## Aim of the task
Report the count of lines with "Enumerate" in the data below, and no other words.

## Recorded data
________

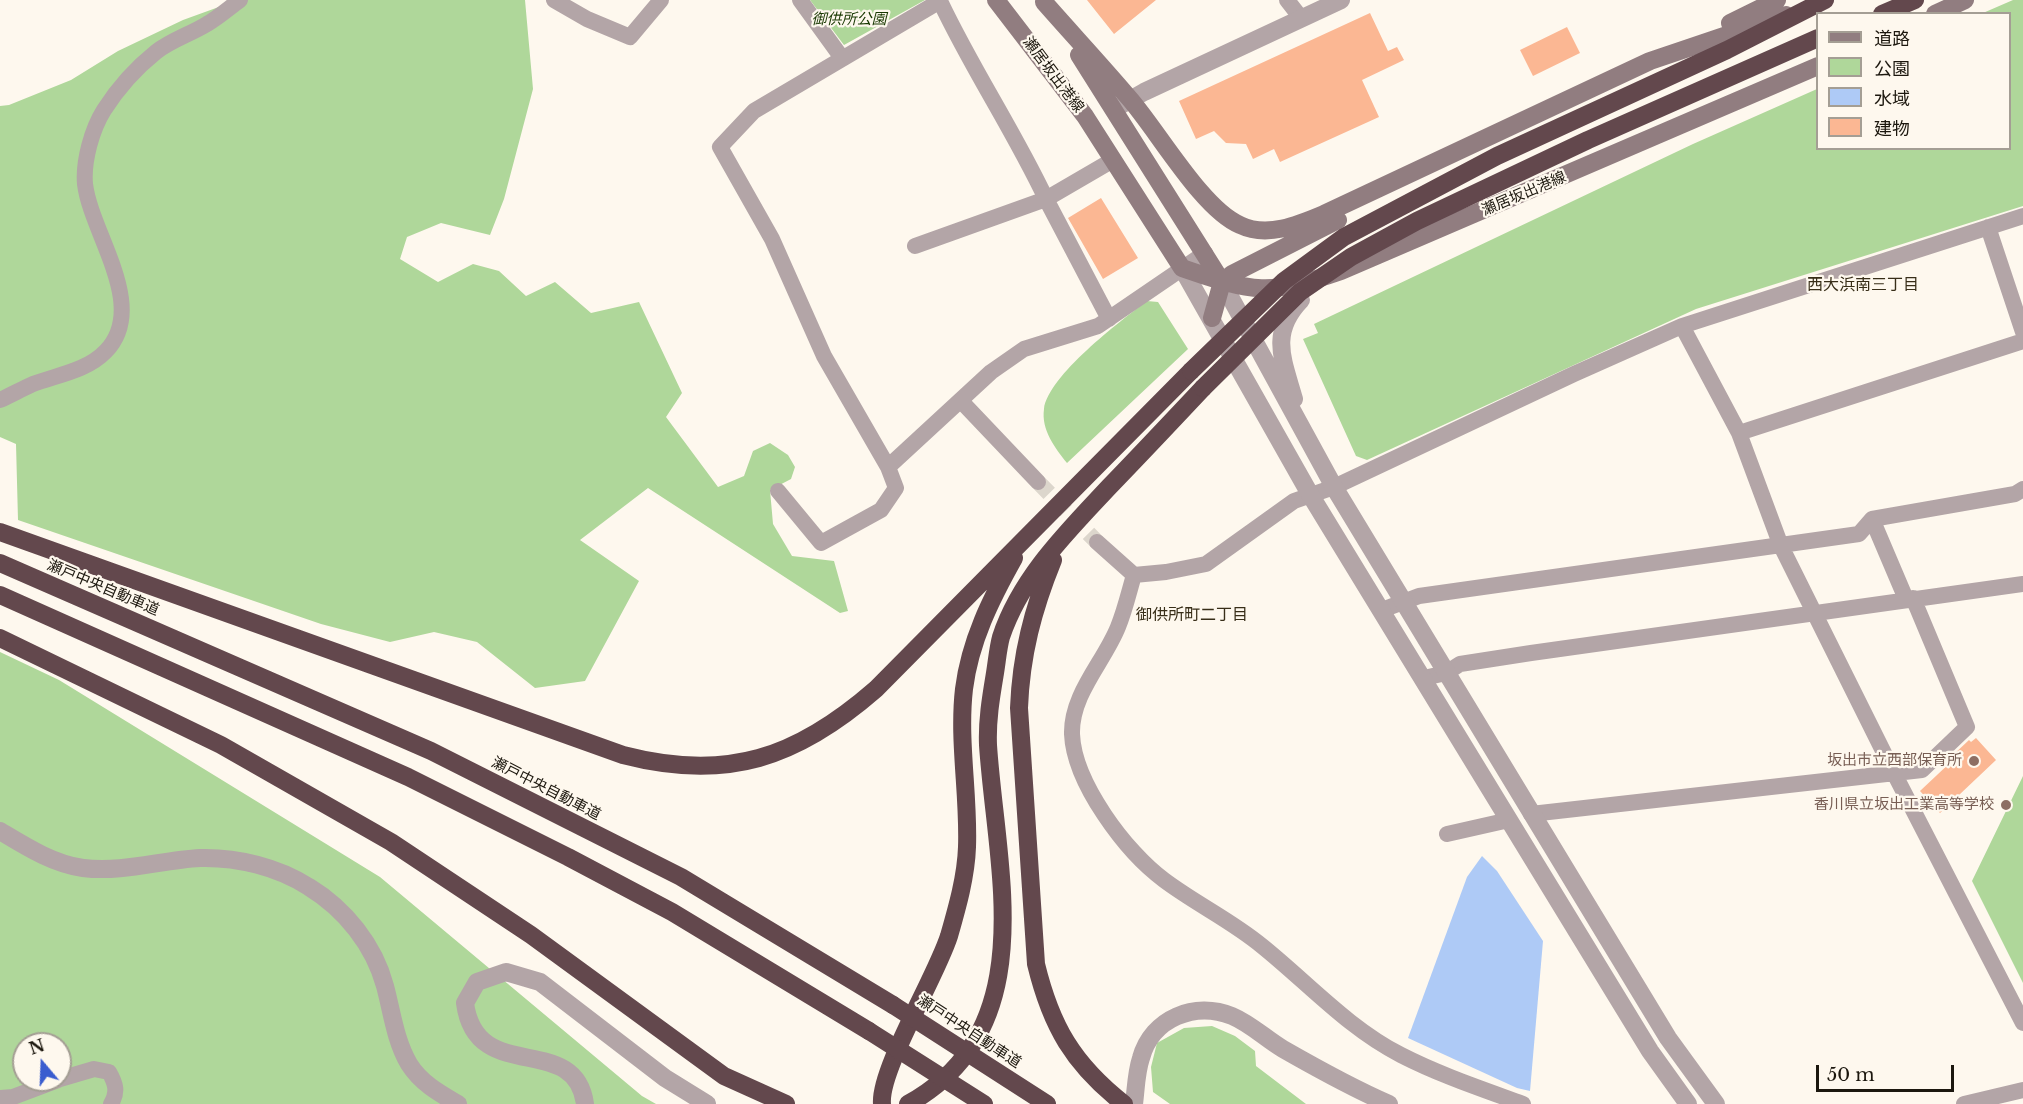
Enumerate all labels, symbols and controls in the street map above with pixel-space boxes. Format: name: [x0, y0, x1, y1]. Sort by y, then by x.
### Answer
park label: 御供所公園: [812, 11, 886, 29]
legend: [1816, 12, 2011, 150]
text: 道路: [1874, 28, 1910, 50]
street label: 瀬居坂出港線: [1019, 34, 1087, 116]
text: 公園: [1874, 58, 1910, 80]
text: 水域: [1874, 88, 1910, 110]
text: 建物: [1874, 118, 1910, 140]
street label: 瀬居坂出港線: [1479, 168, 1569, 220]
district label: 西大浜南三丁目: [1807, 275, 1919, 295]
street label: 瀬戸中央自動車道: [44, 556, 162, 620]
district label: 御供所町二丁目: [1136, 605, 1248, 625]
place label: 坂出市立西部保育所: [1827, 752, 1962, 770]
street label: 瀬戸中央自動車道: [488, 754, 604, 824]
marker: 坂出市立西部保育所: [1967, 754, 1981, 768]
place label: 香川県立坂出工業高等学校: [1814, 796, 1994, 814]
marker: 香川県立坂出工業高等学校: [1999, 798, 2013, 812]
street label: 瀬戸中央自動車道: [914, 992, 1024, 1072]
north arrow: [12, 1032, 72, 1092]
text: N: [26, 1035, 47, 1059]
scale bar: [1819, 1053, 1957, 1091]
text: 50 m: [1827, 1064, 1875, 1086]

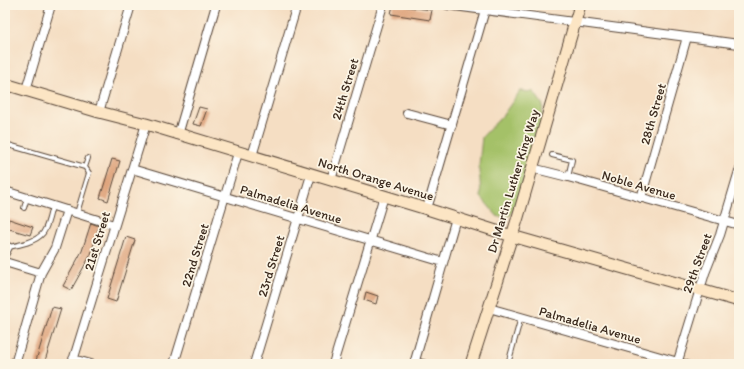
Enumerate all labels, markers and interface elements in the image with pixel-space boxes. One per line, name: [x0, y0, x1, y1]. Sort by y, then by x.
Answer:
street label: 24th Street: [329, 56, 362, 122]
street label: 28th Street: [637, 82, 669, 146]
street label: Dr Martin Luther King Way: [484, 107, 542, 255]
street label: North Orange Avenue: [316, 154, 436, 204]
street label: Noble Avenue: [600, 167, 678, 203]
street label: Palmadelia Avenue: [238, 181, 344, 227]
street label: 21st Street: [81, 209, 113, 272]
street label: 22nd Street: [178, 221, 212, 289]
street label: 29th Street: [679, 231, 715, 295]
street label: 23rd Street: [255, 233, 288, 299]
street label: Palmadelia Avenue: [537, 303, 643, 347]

________

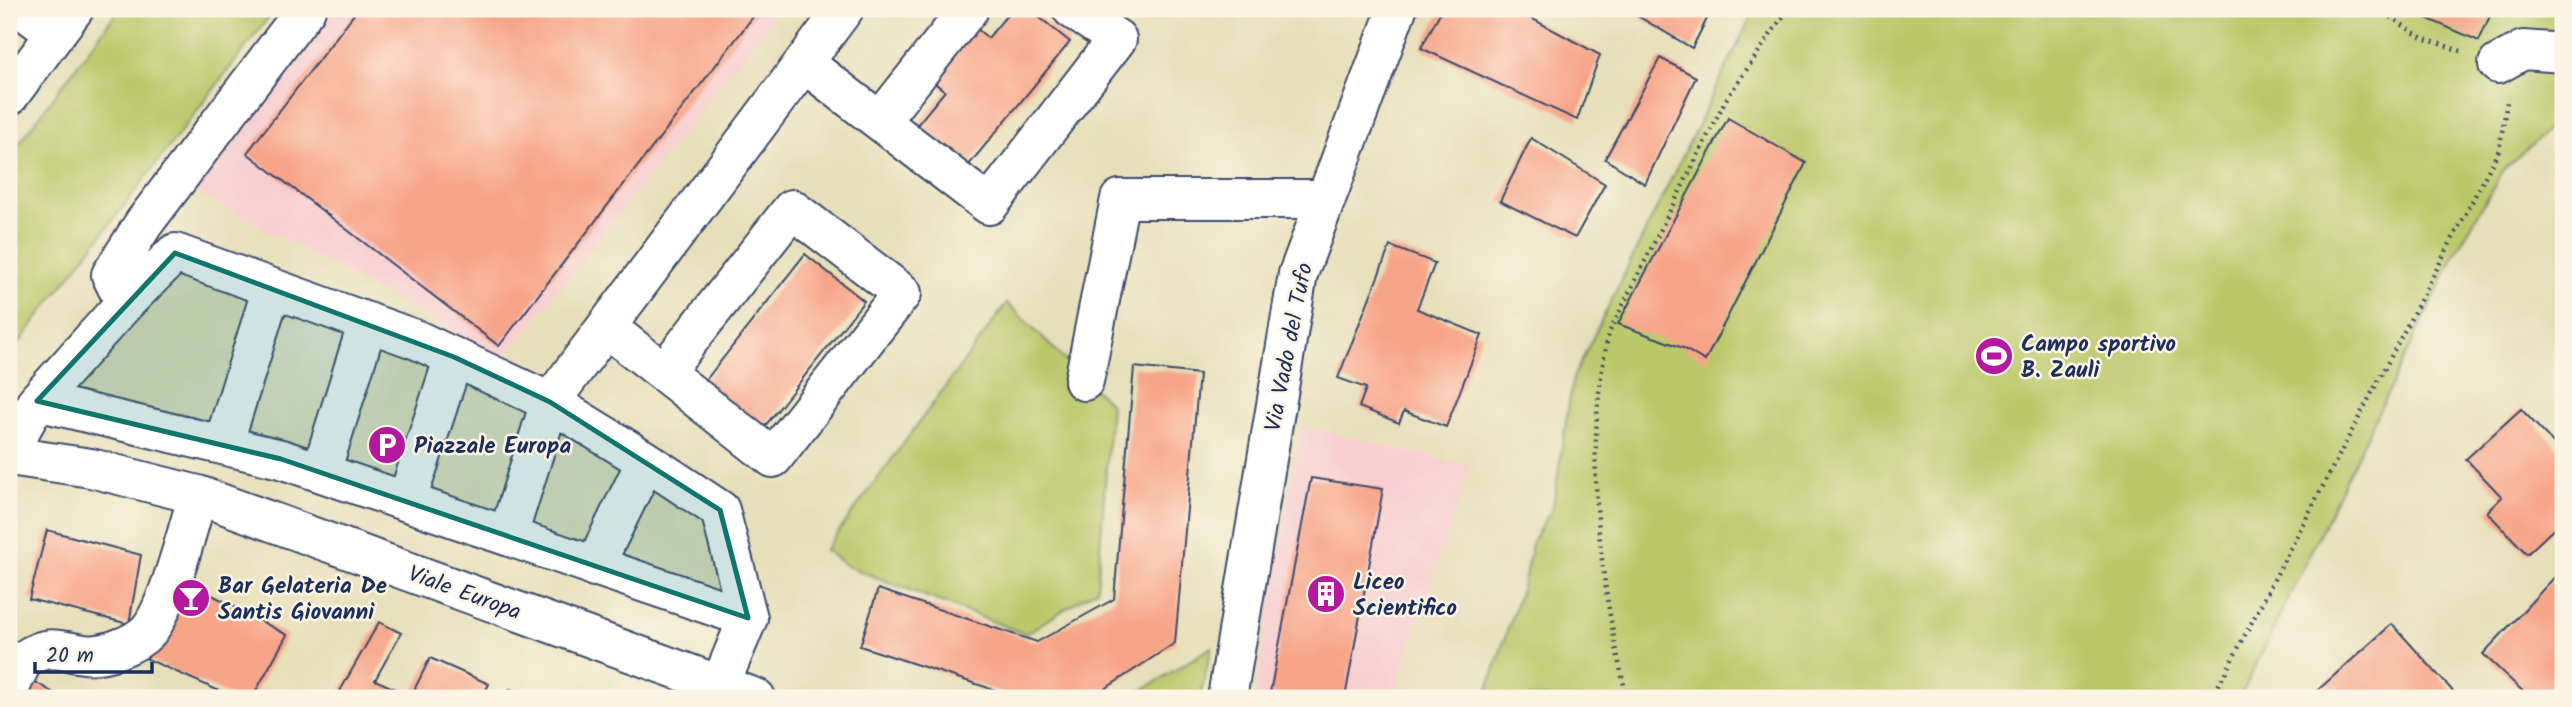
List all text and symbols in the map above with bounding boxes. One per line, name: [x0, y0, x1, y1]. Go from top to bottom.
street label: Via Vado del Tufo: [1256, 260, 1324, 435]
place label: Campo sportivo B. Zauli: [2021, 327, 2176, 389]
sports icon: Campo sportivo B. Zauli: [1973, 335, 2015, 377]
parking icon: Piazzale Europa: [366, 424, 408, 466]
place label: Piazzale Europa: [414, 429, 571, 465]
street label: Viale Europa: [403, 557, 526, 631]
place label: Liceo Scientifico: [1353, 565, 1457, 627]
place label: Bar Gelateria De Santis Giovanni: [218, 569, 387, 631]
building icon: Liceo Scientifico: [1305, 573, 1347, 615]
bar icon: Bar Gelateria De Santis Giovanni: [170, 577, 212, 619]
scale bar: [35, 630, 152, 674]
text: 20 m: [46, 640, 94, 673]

________

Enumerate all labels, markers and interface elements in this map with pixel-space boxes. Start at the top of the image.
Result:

________

## Exercise output
3